THE green light has been given to demolish a boundary wall deemed at risk of collapse at an historic Borders building.

Harmony House in Melrose is a category B-listed early 19th century building which regularly hosts the Borders Book Festival.

The proposals approved this week by Scottish Borders Council (SBC) will see a section of the wall partially demolished and reinstated.

A report said the potential risk of harm to the public was increased by the fact that the boundary wall was shared with nearby St Mary’s School.

The two-storey building dates back to 1807 and is enclosed by garden walls about 3m (10ft) in height.

According to a report submitted to SBC, part of the west garden wall is leaning “significantly” and is “unstable”.

It is planned to partially demolish the central part of the wall – currently propped up with temporary timber bracing – and rebuild it, matching the original structure.

A heritage impact assessment submitted with the plans states: “The potential risk of harm to persons in the event of collapse, and in particular to children, is elevated by the neighbouring St Mary’s School sharing the subject boundary garden wall.

“The affected section of wall requires careful demolition and full reconstruction upon a formal foundation.”

It adds: “There will be very little impact upon the visual appearance of the reconstructed section of garden wall which will be re-built matching the original structure and retained adjacent sections.

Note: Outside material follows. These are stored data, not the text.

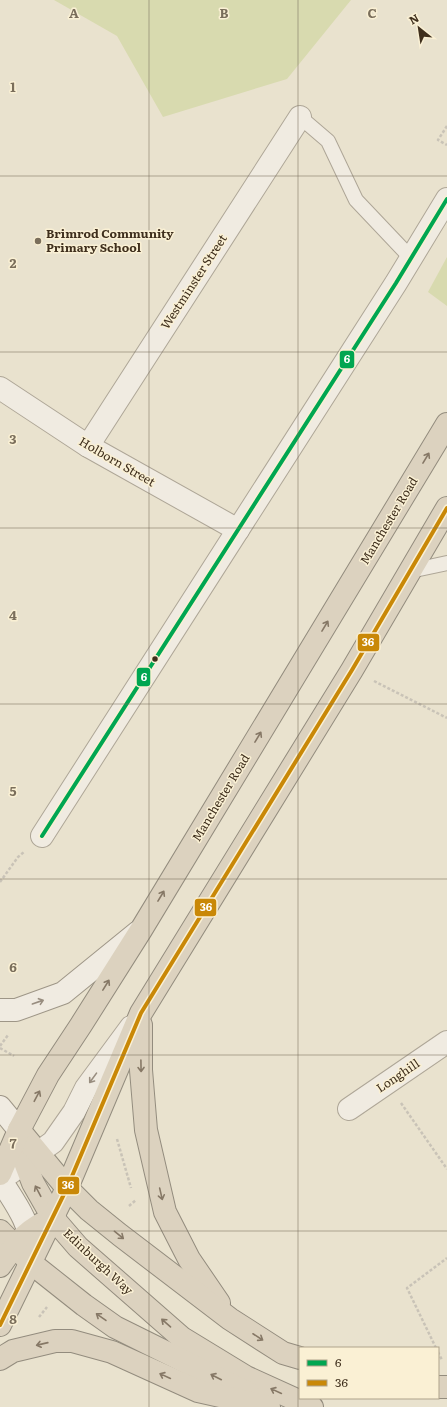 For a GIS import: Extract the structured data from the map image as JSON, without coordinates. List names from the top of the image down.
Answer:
{
  "streets": {
    "highway": ["Manchester Road", "Edinburgh Way"],
    "street": ["Westminster Street", "Holborn Street", "Longhill"]
  },
  "crossings": [
    ["Westminster Street", "Holborn Street"],
    ["Manchester Road", "Edinburgh Way"]
  ],
  "places": ["Brimrod Community Primary School"],
  "lines": ["transit line 6", "transit line 36"],
  "legend": ["6", "36"],
  "north": "top left",
  "grid": {
    "columns": ["A", "B", "C"],
    "rows": [
      "1",
      "2",
      "3",
      "4",
      "5",
      "6",
      "7",
      "8"
    ]
  }
}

“The proposals do not affect any other element of the garden wall and therefore have no effect upon the historic significance of Harmony House, the neighbouring listed buildings, Melrose Abbey nor Melrose Conservation Area.”

The reconstruction is described as “essential” to stop the wall from collapsing and to ensure its long-term stability.

The eight-bedroom house, near Melrose Abbey, lies within the National Trust for Scotland-owned Harmony Garden.